Um torneio que ultrapassou fronteiras: calculando os números da Copa do Mundo na diáspora Copa do Mundo de 2026
“NDiga de onde você é. E na verdade venho de quatro países: França, Argélia, Nigéria e Grã-Bretanha. Sinto-me muito sortudo por ter essas quatro partes, que me enriquecem.” Essa foi a visão que Michael Ollis ofereceu. Ele marcou sete gols na Copa do Mundo, quebrando o recorde de Pelé de maior número de assistências em uma única edição do torneio. E fez isso pela França, um dos quatro países que ele era elegível para representar, mas não o país onde nasceu.
O impacto dos jogadores estrangeiros nunca foi tão grande na Copa do Mundo. Há quatro anos, 16,5% dos jogadores do torneio nasceram nos diferentes países em que jogaram. Isto representa um aumento de 5,1% em relação a 2018 e foi o maior antes do torneio. não mais Quase um quarto (23,6%) dos 1.248 jogadores convocados para o elenco deste ano foram selecionados por países diferentes do seu país de origem. Este rácio foi amplamente consistente para os minutos jogados, assistências concedidas e golos marcados destes jogadores. Num torneio com 48 equipas e 104 jogos, estes são números grandes.
70 gols foram marcados ou marcados por jogadores de futebol nascidos em um país diferente daquele de sua camisa, com mais 19 marcados e convertidos por esses jogadores. Como muitos jogos não foram vistos na Copa do Mundo, seis das primeiras oito edições não marcaram mais de 89 gols no total, independentemente de os jogadores terem nascido no país que representaram ou não.
Porém, nem todos os objetivos são iguais, especialmente neste nível. Os momentos da Copa do Mundo estão incorporados na consciência coletiva das nações, diferentemente de qualquer outra situação. Todos os três países anfitriões viram jogadores nascidos fora das suas fronteiras darem contribuições significativas. O colombiano Julian Quiones marcou o primeiro gol do torneio na vitória do México por 2 a 0 sobre a África do Sul. Ele marcou em mais três partidas, incluindo os dois jogos da fase eliminatória que seu time disputou.
Malik Tillman foi responsável por dois gols e uma assistência pelos Estados Unidos. Ele foi substituído por Gio Reina (que marcou) contra o Paraguai, o que significa que um jogador nascido na Alemanha partiu para outro criado originalmente na Inglaterra.
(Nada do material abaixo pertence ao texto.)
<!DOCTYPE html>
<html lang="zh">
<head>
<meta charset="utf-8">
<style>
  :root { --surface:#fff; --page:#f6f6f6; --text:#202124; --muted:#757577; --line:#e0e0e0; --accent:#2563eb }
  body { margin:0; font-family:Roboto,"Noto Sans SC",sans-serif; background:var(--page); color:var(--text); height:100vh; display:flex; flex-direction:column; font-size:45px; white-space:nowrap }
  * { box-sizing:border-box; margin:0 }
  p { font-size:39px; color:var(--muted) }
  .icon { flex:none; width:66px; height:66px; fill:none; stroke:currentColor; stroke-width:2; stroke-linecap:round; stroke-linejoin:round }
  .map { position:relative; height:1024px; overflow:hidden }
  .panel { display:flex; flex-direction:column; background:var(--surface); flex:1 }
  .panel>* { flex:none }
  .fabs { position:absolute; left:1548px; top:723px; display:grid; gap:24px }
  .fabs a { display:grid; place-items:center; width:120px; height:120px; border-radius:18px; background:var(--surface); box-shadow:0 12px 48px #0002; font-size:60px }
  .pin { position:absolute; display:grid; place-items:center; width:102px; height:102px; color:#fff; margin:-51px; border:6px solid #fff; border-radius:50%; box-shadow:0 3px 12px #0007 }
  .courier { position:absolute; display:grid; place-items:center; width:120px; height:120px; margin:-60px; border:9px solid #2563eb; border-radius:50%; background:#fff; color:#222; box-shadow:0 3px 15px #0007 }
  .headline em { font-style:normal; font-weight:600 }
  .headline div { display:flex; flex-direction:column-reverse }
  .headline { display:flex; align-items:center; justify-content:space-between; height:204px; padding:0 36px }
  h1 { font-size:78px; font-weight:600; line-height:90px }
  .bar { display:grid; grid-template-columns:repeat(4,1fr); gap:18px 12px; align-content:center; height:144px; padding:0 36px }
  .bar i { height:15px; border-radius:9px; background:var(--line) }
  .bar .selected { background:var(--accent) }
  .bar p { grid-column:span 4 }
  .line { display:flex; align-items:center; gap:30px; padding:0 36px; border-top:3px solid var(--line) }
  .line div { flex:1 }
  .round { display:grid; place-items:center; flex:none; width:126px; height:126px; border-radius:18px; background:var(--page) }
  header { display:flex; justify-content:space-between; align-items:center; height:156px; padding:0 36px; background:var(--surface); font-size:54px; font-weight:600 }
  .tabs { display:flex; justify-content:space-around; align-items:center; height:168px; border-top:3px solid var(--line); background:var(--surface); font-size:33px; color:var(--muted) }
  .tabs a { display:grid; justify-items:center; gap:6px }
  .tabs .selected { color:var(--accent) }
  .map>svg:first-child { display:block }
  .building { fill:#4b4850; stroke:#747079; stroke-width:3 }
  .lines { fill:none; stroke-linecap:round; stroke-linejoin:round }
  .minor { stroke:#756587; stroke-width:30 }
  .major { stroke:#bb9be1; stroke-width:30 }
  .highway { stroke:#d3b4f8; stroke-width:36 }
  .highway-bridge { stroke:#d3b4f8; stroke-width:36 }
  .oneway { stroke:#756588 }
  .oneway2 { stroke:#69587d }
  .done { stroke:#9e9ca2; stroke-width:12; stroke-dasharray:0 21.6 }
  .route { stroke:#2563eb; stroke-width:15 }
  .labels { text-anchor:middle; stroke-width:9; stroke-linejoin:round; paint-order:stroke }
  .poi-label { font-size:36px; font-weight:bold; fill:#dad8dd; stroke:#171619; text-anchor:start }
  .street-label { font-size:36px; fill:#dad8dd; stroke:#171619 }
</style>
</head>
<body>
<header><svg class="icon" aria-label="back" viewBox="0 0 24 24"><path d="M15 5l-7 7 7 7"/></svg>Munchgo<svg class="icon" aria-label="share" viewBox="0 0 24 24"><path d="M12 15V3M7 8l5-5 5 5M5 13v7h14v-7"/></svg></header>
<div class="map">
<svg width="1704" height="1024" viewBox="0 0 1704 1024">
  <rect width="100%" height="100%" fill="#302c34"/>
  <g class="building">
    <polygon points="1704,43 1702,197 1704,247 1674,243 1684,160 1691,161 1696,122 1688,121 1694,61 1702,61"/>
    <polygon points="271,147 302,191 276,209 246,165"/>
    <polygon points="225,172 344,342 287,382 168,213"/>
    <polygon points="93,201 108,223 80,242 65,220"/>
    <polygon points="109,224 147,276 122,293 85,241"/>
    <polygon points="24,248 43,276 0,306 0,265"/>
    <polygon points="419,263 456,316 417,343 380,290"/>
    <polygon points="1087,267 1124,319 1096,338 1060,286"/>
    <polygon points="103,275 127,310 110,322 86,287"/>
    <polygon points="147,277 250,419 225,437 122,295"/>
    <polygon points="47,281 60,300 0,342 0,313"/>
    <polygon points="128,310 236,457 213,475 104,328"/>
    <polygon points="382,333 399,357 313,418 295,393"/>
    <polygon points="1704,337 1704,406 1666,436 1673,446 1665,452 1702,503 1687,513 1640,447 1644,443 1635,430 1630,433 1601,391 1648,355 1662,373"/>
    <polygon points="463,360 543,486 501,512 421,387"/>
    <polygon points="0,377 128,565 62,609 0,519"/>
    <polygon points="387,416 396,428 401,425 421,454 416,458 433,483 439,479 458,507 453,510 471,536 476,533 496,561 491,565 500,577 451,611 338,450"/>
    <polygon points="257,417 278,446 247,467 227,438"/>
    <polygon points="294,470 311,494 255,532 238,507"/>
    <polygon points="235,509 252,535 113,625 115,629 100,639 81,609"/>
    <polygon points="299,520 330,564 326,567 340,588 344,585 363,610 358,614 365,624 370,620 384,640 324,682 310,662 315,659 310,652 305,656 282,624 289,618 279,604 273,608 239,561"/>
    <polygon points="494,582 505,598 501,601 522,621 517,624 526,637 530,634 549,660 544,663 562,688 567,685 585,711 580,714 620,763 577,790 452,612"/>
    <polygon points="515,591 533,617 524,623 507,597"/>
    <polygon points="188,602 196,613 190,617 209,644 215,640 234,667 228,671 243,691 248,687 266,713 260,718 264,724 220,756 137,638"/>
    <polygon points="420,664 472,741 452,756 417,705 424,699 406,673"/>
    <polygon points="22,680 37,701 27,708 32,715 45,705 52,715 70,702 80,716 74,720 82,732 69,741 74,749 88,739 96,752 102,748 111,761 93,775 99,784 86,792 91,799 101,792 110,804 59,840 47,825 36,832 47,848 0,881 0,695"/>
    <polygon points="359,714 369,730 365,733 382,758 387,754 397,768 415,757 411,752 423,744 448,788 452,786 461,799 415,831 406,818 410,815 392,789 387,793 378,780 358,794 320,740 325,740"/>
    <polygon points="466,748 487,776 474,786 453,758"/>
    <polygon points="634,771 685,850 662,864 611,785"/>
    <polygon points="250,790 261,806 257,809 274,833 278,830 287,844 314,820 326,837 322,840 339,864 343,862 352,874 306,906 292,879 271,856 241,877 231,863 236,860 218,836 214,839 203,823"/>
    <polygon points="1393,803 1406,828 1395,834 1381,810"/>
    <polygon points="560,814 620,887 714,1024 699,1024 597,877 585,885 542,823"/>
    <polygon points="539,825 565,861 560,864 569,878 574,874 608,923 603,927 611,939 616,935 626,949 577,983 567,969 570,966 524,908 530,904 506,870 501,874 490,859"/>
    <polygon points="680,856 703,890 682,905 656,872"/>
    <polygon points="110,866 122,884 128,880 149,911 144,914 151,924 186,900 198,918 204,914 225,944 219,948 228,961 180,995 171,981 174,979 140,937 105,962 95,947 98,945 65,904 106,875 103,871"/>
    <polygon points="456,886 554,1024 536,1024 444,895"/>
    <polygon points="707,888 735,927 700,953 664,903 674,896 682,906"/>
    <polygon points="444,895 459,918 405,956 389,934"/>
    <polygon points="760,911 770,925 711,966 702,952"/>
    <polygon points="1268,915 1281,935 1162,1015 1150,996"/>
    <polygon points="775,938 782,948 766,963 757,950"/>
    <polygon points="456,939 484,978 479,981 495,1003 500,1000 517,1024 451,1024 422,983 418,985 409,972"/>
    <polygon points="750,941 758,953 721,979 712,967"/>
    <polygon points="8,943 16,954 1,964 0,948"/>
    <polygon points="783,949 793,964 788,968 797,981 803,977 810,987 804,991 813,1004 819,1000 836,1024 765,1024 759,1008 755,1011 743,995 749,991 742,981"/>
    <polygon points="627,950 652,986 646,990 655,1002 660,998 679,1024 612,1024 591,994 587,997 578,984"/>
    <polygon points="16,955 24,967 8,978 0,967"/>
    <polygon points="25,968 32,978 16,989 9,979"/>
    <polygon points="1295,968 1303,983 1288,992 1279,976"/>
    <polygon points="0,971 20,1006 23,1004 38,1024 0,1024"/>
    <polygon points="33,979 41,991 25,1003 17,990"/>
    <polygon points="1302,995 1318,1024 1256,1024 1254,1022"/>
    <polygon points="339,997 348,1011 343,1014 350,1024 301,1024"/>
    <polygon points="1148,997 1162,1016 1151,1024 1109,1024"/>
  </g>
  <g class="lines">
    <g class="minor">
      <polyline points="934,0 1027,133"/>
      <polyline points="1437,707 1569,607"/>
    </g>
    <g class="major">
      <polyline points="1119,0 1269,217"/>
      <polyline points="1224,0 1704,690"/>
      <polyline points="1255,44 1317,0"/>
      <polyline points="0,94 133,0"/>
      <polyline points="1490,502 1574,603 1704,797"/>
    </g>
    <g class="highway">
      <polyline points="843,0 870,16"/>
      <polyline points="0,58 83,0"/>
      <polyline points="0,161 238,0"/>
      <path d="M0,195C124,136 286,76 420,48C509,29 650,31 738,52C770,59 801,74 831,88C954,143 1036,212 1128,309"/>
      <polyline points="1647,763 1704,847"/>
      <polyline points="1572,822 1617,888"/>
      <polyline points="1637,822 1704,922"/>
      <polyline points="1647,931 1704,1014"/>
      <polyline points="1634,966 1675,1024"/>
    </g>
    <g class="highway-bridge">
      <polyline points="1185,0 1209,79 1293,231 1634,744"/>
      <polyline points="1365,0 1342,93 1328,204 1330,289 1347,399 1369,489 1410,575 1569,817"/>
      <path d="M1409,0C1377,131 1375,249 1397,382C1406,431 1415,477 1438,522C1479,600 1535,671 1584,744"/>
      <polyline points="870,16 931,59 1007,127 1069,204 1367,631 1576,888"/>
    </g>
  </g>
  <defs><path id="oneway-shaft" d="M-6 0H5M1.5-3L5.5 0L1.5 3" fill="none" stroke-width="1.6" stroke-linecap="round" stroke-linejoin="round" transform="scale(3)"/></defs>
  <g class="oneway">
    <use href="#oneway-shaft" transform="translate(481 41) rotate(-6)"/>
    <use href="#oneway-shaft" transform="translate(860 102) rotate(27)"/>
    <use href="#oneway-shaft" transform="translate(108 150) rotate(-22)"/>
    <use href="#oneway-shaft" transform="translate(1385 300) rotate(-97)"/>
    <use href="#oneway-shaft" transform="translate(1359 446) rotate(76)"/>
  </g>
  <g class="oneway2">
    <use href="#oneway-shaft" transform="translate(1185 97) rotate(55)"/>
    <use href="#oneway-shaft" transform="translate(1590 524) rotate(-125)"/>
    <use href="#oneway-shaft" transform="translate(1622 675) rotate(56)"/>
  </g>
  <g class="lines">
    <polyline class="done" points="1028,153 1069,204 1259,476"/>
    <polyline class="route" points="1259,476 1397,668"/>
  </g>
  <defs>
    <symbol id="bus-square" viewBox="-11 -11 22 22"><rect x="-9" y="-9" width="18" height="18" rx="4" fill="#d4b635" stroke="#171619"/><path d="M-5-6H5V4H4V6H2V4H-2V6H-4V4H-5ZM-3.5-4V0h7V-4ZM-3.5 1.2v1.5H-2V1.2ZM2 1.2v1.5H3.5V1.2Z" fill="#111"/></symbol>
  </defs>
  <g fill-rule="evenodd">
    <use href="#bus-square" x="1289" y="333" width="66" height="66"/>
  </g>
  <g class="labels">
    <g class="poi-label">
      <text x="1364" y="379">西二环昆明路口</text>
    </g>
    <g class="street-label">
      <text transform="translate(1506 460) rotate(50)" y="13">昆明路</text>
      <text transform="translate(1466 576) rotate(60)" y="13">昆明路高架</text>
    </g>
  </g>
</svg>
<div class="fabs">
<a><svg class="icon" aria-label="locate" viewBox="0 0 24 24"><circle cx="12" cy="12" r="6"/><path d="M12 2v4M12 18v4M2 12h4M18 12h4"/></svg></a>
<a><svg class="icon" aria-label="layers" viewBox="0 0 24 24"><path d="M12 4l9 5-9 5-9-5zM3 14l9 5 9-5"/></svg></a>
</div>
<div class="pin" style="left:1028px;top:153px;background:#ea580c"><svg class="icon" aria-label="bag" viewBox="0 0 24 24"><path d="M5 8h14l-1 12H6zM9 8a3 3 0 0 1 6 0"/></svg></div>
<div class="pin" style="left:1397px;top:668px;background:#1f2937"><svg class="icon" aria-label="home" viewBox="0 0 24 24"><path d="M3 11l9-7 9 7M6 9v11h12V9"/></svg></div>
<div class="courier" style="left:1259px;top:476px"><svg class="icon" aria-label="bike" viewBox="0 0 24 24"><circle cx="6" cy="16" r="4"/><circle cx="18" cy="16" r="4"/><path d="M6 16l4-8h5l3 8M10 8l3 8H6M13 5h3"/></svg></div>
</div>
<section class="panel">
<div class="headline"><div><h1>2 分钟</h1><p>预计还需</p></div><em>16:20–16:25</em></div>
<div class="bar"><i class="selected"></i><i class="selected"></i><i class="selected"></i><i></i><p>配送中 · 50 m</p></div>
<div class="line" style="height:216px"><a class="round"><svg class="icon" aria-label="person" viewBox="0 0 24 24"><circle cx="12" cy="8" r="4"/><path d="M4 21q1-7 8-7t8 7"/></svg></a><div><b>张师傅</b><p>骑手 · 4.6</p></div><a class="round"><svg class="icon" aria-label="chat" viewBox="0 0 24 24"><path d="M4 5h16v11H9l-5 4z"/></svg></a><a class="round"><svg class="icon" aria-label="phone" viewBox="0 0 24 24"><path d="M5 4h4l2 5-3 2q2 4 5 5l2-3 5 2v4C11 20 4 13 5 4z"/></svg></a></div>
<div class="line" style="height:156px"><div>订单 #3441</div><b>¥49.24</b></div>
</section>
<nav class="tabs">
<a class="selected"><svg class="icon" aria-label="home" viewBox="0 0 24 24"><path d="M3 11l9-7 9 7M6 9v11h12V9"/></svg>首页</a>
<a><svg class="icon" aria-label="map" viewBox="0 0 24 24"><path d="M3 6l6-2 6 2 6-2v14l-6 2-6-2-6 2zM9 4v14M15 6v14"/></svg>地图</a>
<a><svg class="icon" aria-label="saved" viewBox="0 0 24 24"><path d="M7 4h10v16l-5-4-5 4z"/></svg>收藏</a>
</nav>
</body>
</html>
Jogadores nascidos nos EUA ajudaram seus vizinhos. Jonathan David passou seu primeiro mês no país, mas se tornou um herói canadense com um hat-trick em sua primeira vitória na Copa do Mundo. Um total de 12 jogadores nasceram em um dos países co-anfitriões, mas na seleção do outro país.
A América do Norte, no entanto, não tinha nada a ver com a França. 74 jogadores nasceram na Copa do Mundo sem Didier Deschamps na lista. Embora nenhuma equipa possa igualar Curaçao pela influência singular de uma outra nação em particular – 25 dos seus 26 jogadores nasceram na Holanda – os próximos cinco maiores exemplos fornecem jogadores para um país que viu jogadores de futebol nascidos em França representarem outras equipas.
Houve 140 combinações de local de nascimento e equipa onde os dois países diferiam, ajudando a ilustrar como as fronteiras nacionais são menos importantes do que nunca nesta competição. Houve até irmãos que provaram este ponto, alguns com experiências de campanha totalmente diferentes. Nico Williams marcou o golo da vitória na final para a sua Espanha natal, desfrutando de um torneio melhor do que o irmão Inaki, que só chegou aos 16 avos-de-final. A ajudar a equipa do Gana esteve Derrick Lucassen, o defesa nascido em Amesterdão, cujo meio-irmão Brian Broebe foi o melhor marcador da Holanda este Verão.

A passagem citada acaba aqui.